COMMENTARY

Sodium Restriction in HF: Take It With a Grain of Salt?

Ileana L. Piña, MD, MPH

Disclosures

January 10, 2019

Hello. I am Ileana Piña, formerly of Montefiore Medical Center. I now will be at Wayne State and the Detroit Medical Center in the upcoming months. This is my blog.

I have a very interesting discussion for you today and it has to do with sodium. There was a beautiful paper in JAMA Internal Medicine by Mahtani and colleagues[1] out of Oxford that went deeply into the literature to figure out why we are so insistent on low-sodium diets. It is in every guideline. I have been cantankering patients for years, having them look at everything that they eat, read the labels, add up the sodium, and never exceed that famous [threshold of] 2 g sodium. I think we probably extrapolated it from the hypertension literature, as we know that there are salt-sensitive individuals who have significant hypertension.

Lacking Data

They reviewed every paper and found 2700 articles that dealt with sodium. However, when it came down to having good data and good analysis, they came down to fewer than 30.—therefore, less than 100 patients per study. Most of them did not have accurate or very thorough measurements of the diet and what the recommendations have been. Some studies showed benefits, some did not. Some were neutral.

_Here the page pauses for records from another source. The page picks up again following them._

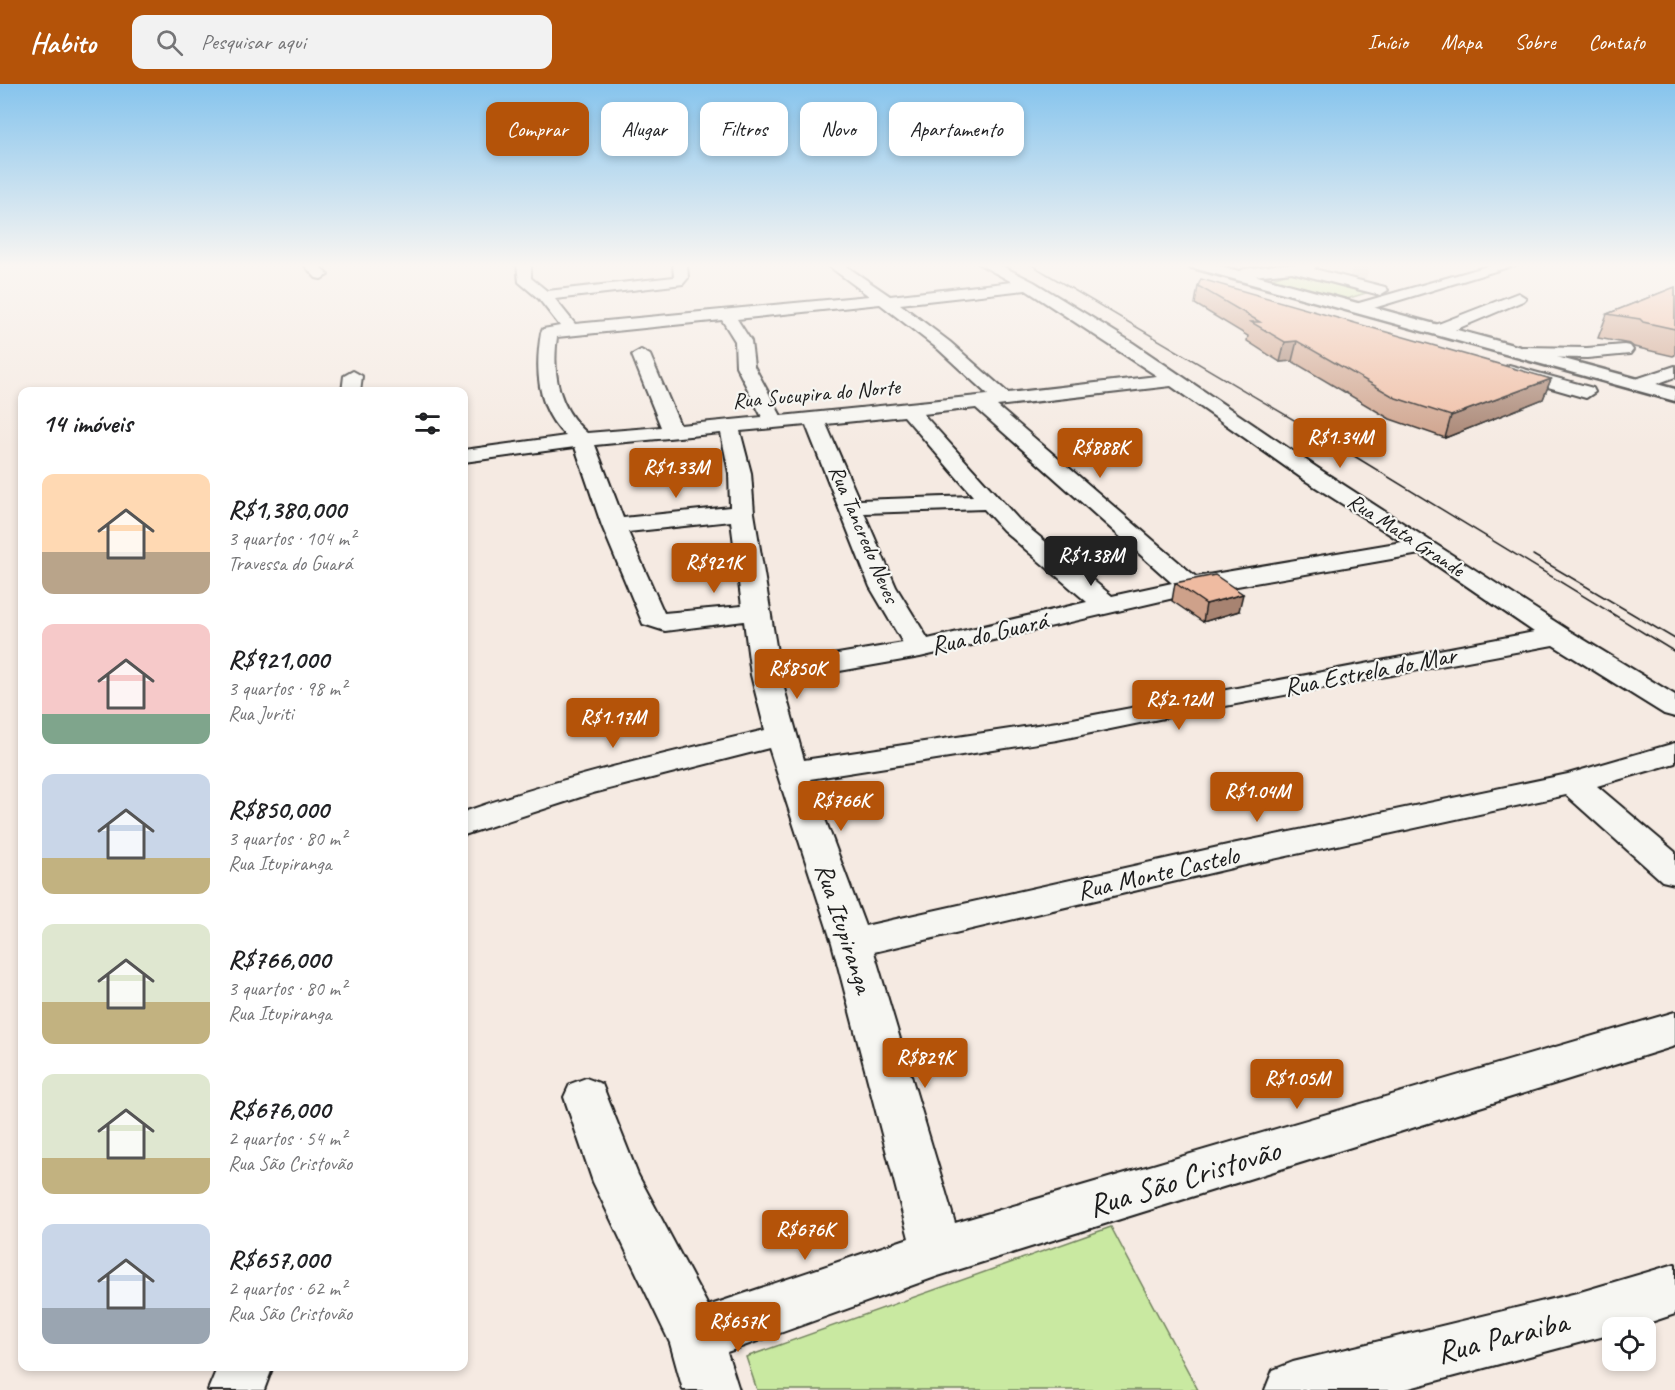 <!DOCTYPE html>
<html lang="pt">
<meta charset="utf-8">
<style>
:root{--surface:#fff;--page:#f2f2f2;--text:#202124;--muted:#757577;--accent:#b45309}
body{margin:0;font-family:Caveat,sans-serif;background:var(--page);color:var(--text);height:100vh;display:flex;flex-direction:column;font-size:22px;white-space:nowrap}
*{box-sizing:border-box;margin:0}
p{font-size:20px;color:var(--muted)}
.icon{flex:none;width:33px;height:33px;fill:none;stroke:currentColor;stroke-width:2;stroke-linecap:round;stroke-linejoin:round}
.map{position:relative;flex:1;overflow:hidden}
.sheet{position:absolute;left:18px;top:303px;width:450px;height:984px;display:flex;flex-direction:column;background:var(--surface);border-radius:12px;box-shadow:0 3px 9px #0003}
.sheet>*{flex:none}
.top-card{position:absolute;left:486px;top:18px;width:570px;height:54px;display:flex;gap:12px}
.fabs{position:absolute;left:1602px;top:1233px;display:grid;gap:12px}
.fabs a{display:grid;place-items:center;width:54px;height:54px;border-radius:12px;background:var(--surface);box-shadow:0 3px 9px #0003;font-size:30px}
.price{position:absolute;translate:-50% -51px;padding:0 14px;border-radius:6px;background:var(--accent);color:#fff;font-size:20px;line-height:39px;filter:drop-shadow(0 2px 3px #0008)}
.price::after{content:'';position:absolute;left:50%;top:36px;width:18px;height:14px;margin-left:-9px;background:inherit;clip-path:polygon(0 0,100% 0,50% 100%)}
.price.active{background:#222;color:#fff}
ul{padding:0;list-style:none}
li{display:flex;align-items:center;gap:18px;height:150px;padding:0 24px}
li span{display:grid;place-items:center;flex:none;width:168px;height:120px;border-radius:12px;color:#555}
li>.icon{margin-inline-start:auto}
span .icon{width:72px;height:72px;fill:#fffc;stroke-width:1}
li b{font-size:26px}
h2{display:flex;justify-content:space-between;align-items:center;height:72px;padding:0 24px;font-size:26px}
.tag{padding:0 21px;border-radius:12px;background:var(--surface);box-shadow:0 3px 9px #0003;font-size:21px;line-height:54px}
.tag.active{background:var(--accent);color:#fff}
header{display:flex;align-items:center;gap:36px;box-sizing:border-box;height:84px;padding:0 30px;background:var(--accent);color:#fff}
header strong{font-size:28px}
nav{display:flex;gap:33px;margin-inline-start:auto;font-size:21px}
.search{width:420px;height:54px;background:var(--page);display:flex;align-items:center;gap:15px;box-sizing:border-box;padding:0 21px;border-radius:12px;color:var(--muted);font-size:22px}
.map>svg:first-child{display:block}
.green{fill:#c9e9a1;stroke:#72825e;stroke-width:1.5}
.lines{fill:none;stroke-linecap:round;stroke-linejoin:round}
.minor-tunnel{stroke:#d4cbc4;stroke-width:16;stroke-dasharray:16 8;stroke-linecap:butt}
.minor-casing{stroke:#1c1c1c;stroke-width:4}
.major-casing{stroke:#1c1c1c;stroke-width:5}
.minor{fill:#f6f6f2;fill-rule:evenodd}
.major{fill:#f6f6f2;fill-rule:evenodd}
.tram{stroke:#1c1c1c;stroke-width:1.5}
.wall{fill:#cea18a;stroke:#1c1c1c;stroke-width:1.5}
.shaded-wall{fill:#a78371;stroke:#1c1c1c;stroke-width:1.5}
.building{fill:#efbba1;stroke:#1c1c1c;stroke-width:1.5}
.labels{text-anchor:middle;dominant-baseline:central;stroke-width:4.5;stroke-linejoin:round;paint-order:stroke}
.far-street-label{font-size:22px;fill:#1c1c1c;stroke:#f6f6f2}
.street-label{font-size:26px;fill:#1c1c1c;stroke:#f6f6f2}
.near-street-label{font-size:32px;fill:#1c1c1c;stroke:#f6f6f2}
</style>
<header>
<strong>Habito</strong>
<div class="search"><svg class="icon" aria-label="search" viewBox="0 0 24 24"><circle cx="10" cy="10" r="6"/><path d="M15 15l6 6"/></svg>Pesquisar aqui</div>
<nav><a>Início</a><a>Mapa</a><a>Sobre</a><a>Contato</a></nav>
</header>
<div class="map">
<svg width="1675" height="1306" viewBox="0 0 1675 1306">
<rect width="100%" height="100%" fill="#f5eae2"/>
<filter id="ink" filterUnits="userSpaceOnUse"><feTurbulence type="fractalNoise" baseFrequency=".0167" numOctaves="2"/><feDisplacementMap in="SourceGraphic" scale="12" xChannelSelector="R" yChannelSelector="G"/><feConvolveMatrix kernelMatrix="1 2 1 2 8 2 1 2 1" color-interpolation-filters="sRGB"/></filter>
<g filter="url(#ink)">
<g class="green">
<polygon points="1290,189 1366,209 1343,216 1267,195"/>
<polygon points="1111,1143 1198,1306 757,1306 746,1273"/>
</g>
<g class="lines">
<polyline class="minor-tunnel" points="1352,185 1370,190"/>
<defs>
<g id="minor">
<polygon points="303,180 318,180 328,191 321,195 316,194"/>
<path d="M 517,180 L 531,180 L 531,194 L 547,207 L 674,193 L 673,180 L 687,180 L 688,194 L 683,200 L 555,215 L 575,240 L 869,212 L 826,180 L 843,180 L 890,212 L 1012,198 L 979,180 L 998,180 L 1034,198 L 1133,259 L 1319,385 L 1568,546 L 1675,611 L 1675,633 L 1664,630 L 1553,561 L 1188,629 L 1057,656 L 810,695 L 865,842 L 1232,760 L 1568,690 L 1675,659 L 1675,679 L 1597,702 L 1675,768 L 1675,800 L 1662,797 L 1566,711 L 1232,784 L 874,868 L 955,1139 L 1675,928 L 1675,962 L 938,1192 L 727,1268 L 739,1306 L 683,1306 L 670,1259 L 593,1098 L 564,1013 L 570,1000 L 586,994 L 602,1000 L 638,1091 L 708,1222 L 909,1154 L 832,859 L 769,664 L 593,709 L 464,751 L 464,728 C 562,693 663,670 765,646 L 751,591 L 744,537 L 665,547 L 643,540 L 602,442 L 575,363 L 464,378 L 464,366 L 566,352 C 537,326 535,285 541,249 L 543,245 L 560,242 L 539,215 L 519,198 ZM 1026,206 L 1157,292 L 1008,309 L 950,258 L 900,220 ZM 880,220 L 938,265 L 988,311 L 781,332 L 754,282 L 751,257 L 737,235 ZM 722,236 L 735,257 L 736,282 L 762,333 L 680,341 L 650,271 L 641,266 L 632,271 L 661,343 L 587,349 C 558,324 552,289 557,253 ZM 1171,302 L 1303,395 L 1402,458 L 1196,493 L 997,322 ZM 976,324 L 1172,499 L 1112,512 L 1019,436 L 923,330 ZM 904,332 L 973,412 L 859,416 L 826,340 ZM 806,341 L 870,503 L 903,559 L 779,580 L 754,429 L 751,389 L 740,347 ZM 721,349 L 729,389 L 730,423 L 623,434 L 595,361 ZM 984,425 L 1003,446 L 1087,518 L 928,555 L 896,503 L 864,429 ZM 731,437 L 742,522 L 664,529 L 628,448 ZM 1420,470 L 1534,548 L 1057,638 L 804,676 L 782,597 L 920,573 L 1191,510 Z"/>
<polygon points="1282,180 1318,180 1314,185 1385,203 1388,206 1380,211 1292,188 1244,193 1237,189 1244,185"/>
<polygon points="1495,180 1518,180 1364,227 1352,227 1350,224 1352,221"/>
<polygon points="1518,209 1526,214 1523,217 1445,250 1433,250 1431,246 1433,242"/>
<polygon points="1624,261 1630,262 1633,266 1630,270 1587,274 1522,273 1513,268 1522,263 1587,264"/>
<polygon points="1509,281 1593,304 1595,308 1586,314 1503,290 1500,286"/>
<polygon points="1675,282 1675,293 1640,306 1631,300 1633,296"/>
<polygon points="353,287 362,292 360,308 342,308 344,292"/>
<polygon points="1675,1180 1675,1230 1633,1244 1612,1244 1612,1250 1402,1306 1265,1306 1273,1286 1293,1278 1577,1209"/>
<polygon points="218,1282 273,1282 264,1306 208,1306"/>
</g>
<polygon id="major" points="1188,180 1213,180 1675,305 1675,317 1190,183"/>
</defs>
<use href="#minor" class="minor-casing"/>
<use href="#major" class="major-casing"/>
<use href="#minor" class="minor"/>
<use href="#major" class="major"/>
<g class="tram">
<polyline points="1030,180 1328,356 1675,568"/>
<polyline points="1533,471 1675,555"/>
</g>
</g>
<g class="wall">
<polygon points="1198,202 1551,295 1543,315 1445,354 1390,335 1292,277 1280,278 1247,257 1248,252 1195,220"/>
<polygon points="1675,203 1675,271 1673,272 1634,263 1630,260 1598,254 1607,230"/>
<polygon points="1175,499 1239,527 1203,538 1172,517"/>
</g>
<g class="shaded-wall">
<polygon points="1297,257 1292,277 1280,278 1285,258"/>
<polygon points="1551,295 1543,315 1445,354 1451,332"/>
<polygon points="1243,510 1239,527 1203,538 1206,520"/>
</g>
<g class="building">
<polygon points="1201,195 1551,295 1451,332 1396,314 1297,257 1285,258 1251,238 1260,238 1198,202"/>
<polygon points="1675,203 1675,245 1643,238 1640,235 1607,230"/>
<polygon points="1215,491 1243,510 1206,520 1175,499"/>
</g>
</g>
<linearGradient id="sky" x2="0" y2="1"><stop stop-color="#86c4ed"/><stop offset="0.5" stop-color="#faf6f2"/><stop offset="1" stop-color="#faf6f2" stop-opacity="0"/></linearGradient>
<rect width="1675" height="363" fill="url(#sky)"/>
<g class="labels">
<g class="far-street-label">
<text transform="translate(816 310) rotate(-5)">Rua Sucupira do Norte</text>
<text transform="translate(864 450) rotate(67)">Rua Tancredo Neves</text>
<text transform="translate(1406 451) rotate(33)">Rua Mata Grande</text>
</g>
<g class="street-label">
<text transform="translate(989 549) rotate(-13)">Rua do Guará</text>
<text transform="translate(1370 587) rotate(-11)">Rua Estrela do Mar</text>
<text transform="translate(1158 789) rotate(-13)">Rua Monte Castelo</text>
<text transform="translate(844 844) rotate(72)">Rua Itupiranga</text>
</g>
<g class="near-street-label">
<text transform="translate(1184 1094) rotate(-17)">Rua São Cristovão</text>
<text transform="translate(1502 1253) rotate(-14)">Rua Paraiba</text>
</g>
</g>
</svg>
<div class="fabs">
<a><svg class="icon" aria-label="locate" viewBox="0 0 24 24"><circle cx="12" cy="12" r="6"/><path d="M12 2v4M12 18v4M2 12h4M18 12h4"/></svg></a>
</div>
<b class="price" style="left:1340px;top:385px">R$1.34M</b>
<b class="price" style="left:1100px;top:395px">R$888K</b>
<b class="price" style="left:676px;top:415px">R$1.33M</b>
<b class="price active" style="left:1091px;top:503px">R$1.38M</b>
<b class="price" style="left:714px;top:510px">R$921K</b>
<b class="price" style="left:797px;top:616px">R$850K</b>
<b class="price" style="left:1179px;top:647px">R$2.12M</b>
<b class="price" style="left:613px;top:665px">R$1.17M</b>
<b class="price" style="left:1257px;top:739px">R$1.04M</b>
<b class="price" style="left:841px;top:748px">R$766K</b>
<b class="price" style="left:925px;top:1005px">R$829K</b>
<b class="price" style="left:1297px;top:1026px">R$1.05M</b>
<b class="price" style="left:805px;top:1177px">R$676K</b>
<b class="price" style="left:738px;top:1269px">R$657K</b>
<div class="top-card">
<a class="tag active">Comprar</a>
<a class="tag">Alugar</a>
<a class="tag">Filtros</a>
<a class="tag">Novo</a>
<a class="tag">Apartamento</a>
</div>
<section class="sheet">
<h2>14 imóveis<svg class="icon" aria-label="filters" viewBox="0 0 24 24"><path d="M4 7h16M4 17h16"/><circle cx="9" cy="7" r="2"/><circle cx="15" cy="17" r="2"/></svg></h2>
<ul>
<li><span style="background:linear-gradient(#ffd9b3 65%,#b9a48a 0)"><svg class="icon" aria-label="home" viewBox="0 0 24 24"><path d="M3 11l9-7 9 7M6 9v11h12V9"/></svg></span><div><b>R$1,380,000</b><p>3 quartos · 104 m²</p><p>Travessa do Guará</p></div></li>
<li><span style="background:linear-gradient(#f6c9c9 75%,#7fa58c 0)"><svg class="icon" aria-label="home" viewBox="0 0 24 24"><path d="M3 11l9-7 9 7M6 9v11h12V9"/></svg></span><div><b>R$921,000</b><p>3 quartos · 98 m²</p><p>Rua Juriti</p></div></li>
<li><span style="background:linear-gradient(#c9d6e8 70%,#c2b280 0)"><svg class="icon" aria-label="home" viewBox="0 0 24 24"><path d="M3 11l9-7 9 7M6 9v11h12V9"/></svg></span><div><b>R$850,000</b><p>3 quartos · 80 m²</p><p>Rua Itupiranga</p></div></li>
<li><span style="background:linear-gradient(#dfe7d0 65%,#c2b280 0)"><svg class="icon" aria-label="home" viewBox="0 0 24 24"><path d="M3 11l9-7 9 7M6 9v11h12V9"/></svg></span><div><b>R$766,000</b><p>3 quartos · 80 m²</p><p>Rua Itupiranga</p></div></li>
<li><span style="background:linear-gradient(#dfe7d0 70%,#c2b280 0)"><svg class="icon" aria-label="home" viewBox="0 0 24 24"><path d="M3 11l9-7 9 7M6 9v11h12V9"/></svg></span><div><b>R$676,000</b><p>2 quartos · 54 m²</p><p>Rua São Cristovão</p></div></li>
<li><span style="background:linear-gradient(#c9d6e8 70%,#9aa5b1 0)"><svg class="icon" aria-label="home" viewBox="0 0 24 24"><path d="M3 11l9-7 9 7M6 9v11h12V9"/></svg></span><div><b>R$657,000</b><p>2 quartos · 62 m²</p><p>Rua São Cristovão</p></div></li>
</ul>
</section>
</div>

The bottom of this is that we really have no good evidence, yet we are so evidence-driven. Every single drug that I ever use in heart failure I have learned from the evidence. How do we do the evidence in heart failure? We do clinical trials. We do randomized clinical trials that are controlled. We have placebo groups. Why have we not done this with sodium?

We all espouse the dictum of the low-sodium diet. Maybe it's because it is very difficult to do sodium-based trials. You have to control the diet. You have to control what is in the foods and you have to have the patient sequestered in some format. We all know that diaries are full of bias and recollection is very poor. How do we do this?

It may be very difficult, but the accompanying editorial by my friend Clyde Yancy[2] basically says, "Let's put the pedal to the metal and do the trials." I agree. At some point we need to have the data.

Advice to Patients

I will tell you what I have been doing in the past few years because I am very concerned with patient adherence. They leave the hospital with 13 different drugs. How are you ever going to take 13 drugs in a day? When we whittle it down in our postdischarge clinics, I can probably get them down to about eight. Four of them alone are heart failure drugs. The others could be for diabetes, chronic lung disease, arthritis, or a lot of other comorbidities. There are other drugs that they need to take. Their lives are already complicated with taking medications, hopefully only once or twice a day, and all the clinic visits that they have to attend.

Adding the dietary issue is one more burden that will lead to nonadherence. When they get tired of it and fed up, they will ignore the dietary recommendations. The daily food may be prepared by somebody else in the family, so with families in tow I need to be as clear but as broad as I possibly can. What do I say to them? "I want you to [eat food cooked] primarily at home." I know that the food on the outside is bound to be high in sodium and have hidden sodium, so it may not be tasted with the salt taste, but it is still there. They can cook with a little bit of salt because patients do complain about food having no taste if there is no salt. A little bit of salt is, in essence, a 2-g sodium diet. And do not have a salt shaker at the table. Do not eat processed foods like from the delis in the Bronx, where I was working. All of those processed meats have a lot of sodium. Keep it simple.

The other important point is that if they gain fluid weight because they are overeating sodium, I always give them a flexible diuretic regimen: X mg of Lasix (furosemide) for 3 pounds over a 3-day period. That has been imbedded in our education booklets.

Make life easier for them, because I want them to take their medications. There I have no compunctions about being very direct that I do not want them skipping their medication.

I hope I leave you with this piece of advice and that it will help you in your clinics. Thank you. This is Ileana Piña, signing off.